Wolfgang Arens, Jürgen Brand
Rz. 79
Der Interessenausgleich nach § 112 BetrVG regelt die Frage, ob und zu welchem Zeitpunkt, in welchem Umfang und in welcher Form eine geplante Betriebsänderung durchgeführt werden soll. Dabei werden zum einen die Interessen des Unternehmens an der Betriebsänderung und zum anderen die Interessen der Belegschaft an der Vermeidung von Nachteilen geregelt. Hierzu gehört auch die Frage, wie die Personalplanung erfolgt, also ob Arbeitnehmer entlassen, versetzt oder umgeschult werden.
I. Rechtsgrundlagen des Interessenausgleichs
Rz. 80
Der Interessenausgleich ist eine Kollektivvereinbarung eigener Art und ist vom Unternehmer und Betriebsrat schriftlich niederzulegen und zu unterschreiben. Er wird nach den Vorschriften über den Vertrag gem. §§ 145 ff. BGB und die Betriebsvereinbarung gem. § 77 BetrVG behandelt. Die Nichtbeachtung der Schriftform kann trotz inhaltlicher Einigkeit mit dem Betriebsrat zu Nachteilsausgleichsansprüchen der betroffenen Arbeitnehmer führen.
Rz. 81
Aus dem Interessenausgleich erwachsen Rechte und Pflichten der Betriebsvereinbarungsparteien gegeneinander. Diese können jedoch nicht im Wege des Leistungsantrags im Beschlussverfahren erzwungen werden. § 113 Abs. 1 BetrVG setzt erkennbar voraus, dass der Arbeitgeber vom Interessenausgleich abweichen kann. Weicht der Arbeitgeber von dem Interessenausgleich ab, begründet das einen Anspruch des Arbeitnehmers aus dem Individualarbeitsverhältnis auf Nachteilsausgleich (vgl. § 113 Abs. 3 BetrVG). Gleiches gilt, wenn der Unternehmer erst gar keinen Interessenausgleich versucht.
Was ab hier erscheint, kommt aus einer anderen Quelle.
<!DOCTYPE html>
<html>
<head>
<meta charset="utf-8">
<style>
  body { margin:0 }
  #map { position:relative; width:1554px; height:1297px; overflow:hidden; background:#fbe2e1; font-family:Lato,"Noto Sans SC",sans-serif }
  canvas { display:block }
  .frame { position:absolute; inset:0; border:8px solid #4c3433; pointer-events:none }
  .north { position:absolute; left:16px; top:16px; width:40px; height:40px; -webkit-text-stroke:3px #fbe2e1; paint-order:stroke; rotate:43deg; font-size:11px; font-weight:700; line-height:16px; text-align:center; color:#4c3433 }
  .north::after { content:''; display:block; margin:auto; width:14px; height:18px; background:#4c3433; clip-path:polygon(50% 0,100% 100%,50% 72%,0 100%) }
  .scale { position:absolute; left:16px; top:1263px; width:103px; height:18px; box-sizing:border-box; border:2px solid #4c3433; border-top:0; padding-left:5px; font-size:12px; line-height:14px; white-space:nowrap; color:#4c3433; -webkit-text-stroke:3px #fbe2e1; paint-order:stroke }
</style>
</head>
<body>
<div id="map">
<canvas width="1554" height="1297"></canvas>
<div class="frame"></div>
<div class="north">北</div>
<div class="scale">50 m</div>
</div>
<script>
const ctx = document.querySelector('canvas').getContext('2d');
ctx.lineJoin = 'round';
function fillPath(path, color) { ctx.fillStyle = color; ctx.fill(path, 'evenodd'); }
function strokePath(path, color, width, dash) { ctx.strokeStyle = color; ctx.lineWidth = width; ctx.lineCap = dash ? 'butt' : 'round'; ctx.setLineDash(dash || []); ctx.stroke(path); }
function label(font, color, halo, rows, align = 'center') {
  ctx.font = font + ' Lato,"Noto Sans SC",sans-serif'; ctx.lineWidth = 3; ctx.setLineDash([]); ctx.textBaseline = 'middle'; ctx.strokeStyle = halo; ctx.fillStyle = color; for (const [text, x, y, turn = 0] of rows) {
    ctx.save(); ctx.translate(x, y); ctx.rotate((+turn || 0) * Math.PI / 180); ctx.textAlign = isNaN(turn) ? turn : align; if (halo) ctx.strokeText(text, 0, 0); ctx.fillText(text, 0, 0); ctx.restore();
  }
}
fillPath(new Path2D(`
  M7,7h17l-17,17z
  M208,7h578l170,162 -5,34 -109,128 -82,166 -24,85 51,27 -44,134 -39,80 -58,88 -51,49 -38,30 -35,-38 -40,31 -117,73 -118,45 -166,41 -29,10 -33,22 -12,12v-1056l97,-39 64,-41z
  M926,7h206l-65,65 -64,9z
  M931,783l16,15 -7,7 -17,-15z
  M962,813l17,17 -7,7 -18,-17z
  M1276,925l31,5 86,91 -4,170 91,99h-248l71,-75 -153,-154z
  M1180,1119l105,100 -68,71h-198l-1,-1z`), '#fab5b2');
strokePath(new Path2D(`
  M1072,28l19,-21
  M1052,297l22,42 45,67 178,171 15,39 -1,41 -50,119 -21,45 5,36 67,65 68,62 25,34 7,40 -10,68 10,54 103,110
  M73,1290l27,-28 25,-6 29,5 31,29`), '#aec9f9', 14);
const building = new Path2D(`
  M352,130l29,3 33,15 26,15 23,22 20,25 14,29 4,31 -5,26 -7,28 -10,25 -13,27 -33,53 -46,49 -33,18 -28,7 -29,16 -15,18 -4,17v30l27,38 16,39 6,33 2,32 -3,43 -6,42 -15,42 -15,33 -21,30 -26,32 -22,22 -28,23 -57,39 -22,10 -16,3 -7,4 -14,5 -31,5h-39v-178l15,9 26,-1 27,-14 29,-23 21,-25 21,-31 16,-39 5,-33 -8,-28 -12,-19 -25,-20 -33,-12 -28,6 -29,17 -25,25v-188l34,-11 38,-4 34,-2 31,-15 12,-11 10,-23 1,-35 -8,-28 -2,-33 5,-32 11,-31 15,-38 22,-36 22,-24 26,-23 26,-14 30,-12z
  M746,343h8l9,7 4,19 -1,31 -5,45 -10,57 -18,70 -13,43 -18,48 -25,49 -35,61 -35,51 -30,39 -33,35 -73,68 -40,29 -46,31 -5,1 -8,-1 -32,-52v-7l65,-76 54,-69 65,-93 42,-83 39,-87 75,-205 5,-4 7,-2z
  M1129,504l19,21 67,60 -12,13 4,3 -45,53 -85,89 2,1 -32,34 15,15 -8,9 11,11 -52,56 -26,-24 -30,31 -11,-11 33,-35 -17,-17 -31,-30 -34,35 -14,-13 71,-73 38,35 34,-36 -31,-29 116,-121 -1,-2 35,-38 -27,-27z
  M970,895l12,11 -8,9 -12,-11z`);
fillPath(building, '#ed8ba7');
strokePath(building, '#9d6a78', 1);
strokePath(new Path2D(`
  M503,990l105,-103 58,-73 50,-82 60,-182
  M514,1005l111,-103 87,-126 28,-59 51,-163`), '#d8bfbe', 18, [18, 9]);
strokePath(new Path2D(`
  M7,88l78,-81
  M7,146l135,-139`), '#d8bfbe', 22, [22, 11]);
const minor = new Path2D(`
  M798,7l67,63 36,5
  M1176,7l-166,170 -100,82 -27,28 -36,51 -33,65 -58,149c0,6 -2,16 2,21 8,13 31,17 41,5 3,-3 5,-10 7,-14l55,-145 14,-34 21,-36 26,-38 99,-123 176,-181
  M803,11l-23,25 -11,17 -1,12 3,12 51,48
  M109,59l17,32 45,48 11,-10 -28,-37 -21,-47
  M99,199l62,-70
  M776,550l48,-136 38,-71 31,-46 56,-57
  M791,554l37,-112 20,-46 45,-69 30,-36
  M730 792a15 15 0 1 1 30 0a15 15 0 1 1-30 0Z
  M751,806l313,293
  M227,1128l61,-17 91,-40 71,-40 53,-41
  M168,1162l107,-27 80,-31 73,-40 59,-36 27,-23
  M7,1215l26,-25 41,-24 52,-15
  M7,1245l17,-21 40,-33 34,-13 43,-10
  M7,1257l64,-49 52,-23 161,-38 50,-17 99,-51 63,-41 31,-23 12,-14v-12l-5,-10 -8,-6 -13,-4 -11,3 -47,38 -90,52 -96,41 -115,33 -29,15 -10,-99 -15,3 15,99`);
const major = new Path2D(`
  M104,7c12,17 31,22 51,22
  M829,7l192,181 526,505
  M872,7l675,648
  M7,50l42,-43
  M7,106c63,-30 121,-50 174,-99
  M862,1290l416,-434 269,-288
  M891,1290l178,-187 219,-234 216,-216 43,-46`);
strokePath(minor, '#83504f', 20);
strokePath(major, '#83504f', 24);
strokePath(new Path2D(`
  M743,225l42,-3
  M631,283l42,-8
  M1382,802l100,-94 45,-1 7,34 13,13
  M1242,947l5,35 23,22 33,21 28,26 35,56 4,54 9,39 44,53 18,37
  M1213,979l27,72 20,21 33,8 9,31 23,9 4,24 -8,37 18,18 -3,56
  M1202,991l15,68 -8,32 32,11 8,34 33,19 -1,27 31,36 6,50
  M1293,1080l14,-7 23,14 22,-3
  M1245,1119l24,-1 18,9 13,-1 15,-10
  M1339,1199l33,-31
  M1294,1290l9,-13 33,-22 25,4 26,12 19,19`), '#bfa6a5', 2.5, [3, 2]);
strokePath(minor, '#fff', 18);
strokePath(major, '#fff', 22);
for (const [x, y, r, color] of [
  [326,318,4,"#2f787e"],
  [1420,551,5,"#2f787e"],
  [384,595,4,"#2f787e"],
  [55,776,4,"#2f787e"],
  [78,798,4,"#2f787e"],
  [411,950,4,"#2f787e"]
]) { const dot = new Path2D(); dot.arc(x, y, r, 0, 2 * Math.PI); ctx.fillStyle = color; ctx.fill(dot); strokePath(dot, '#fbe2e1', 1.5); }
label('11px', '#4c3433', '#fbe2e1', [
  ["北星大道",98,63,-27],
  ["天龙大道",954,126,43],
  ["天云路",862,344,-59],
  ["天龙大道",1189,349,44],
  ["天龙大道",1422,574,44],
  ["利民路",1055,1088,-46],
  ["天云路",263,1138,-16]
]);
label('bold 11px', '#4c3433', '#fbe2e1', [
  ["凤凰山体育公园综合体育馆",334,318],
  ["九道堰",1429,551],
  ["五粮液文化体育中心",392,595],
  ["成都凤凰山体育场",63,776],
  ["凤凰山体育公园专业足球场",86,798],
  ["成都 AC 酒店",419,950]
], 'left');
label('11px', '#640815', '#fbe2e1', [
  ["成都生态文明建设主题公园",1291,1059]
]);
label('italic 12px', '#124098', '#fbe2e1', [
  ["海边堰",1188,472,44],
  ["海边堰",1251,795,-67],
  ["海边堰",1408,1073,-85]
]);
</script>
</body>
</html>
II. Zustandekommen des Interessenausgleichs
Rz. 82
Kommt es zwischen dem Unternehmer und dem Betriebsrat nicht zu einer Einigung, können Unternehmer oder Betriebsrat gem. § 112 Abs. 2 BetrVG versuchen, eine gütliche Einigung durch Vermittlung des Vorstands der Bundesagentur für Arbeit oder gem. § 112 Abs. 3 und Abs. 4 BetrVG durch die Einigungsstelle zu erreichen.
Rz. 83
Hinweis
Dabei haben diese Stellen nicht die Kompetenz, eine Entscheidung über den Interessenausgleich gegen die Vorstellungen einer Partei zu treffen. Folglich kann der Versuch, einen Interessenausgleich herbeizuführen, auch im Rahmen dieses Verfahrens scheitern. Der Grund liegt vor allem darin, dass dem Unternehmer, der die alleinige Verantwortung und das Risiko der von ihm geplanten Maßnahmen trägt, gegen seinen Willen kein Interessenausgleich aufgezwungen werden soll.
Rz. 84
Stimmen beide Seiten dem Interessenausgleich zu, ist das Verfahren damit beendet. Stimmt eine Partei dagegen nicht zu, muss der Unternehmer die Einigungsstelle anrufen, um die Ansprüche der Arbeitnehmer auf Nachteilsausgleich gem. § 113 BetrVG zu vermeiden. Dies gilt jedoch nur dann, wenn der Betriebsrat nicht zuvor den Vorstand der Bundesagentur für Arbeit oder die Einigungsstelle zur Vermittlung gem. § 112 Abs. 2 BetrVG angerufen hat.
Rz. 85
Der Interessenausgleich kann zusammen mit dem Sozialplan verhandelt und abgeschlossen werden. Diese Vorgehensweise ist jedoch nicht zwingend. Auch ersetzt der Interessenausgleich bzw. die Verhandlung darüber mit dem Betriebsrat nicht die ordnungsgemäße Anhörung des Betriebsrates gem. § 102 Abs. 1 BetrVG. Fraglich ist auch, ob im Hinblick auf die Wochenfrist des § 102 BetrVG die Unterschrift des Betriebsrates unter den Interessenausgleich als abschließende Stellungnahme des Betriebsrates i.S.v. § 102 BetrVG verstanden werden kann.
Rz. 86
Ein Verfügungsanspruch des Betriebsrats auf Einhaltung eines Interessenausgleichs bei einer Betriebsänderung besteht nicht. Für eine einstweilige Verfügung fehlt es darüber hinaus regelmäßig an einem Verfügungsgrund.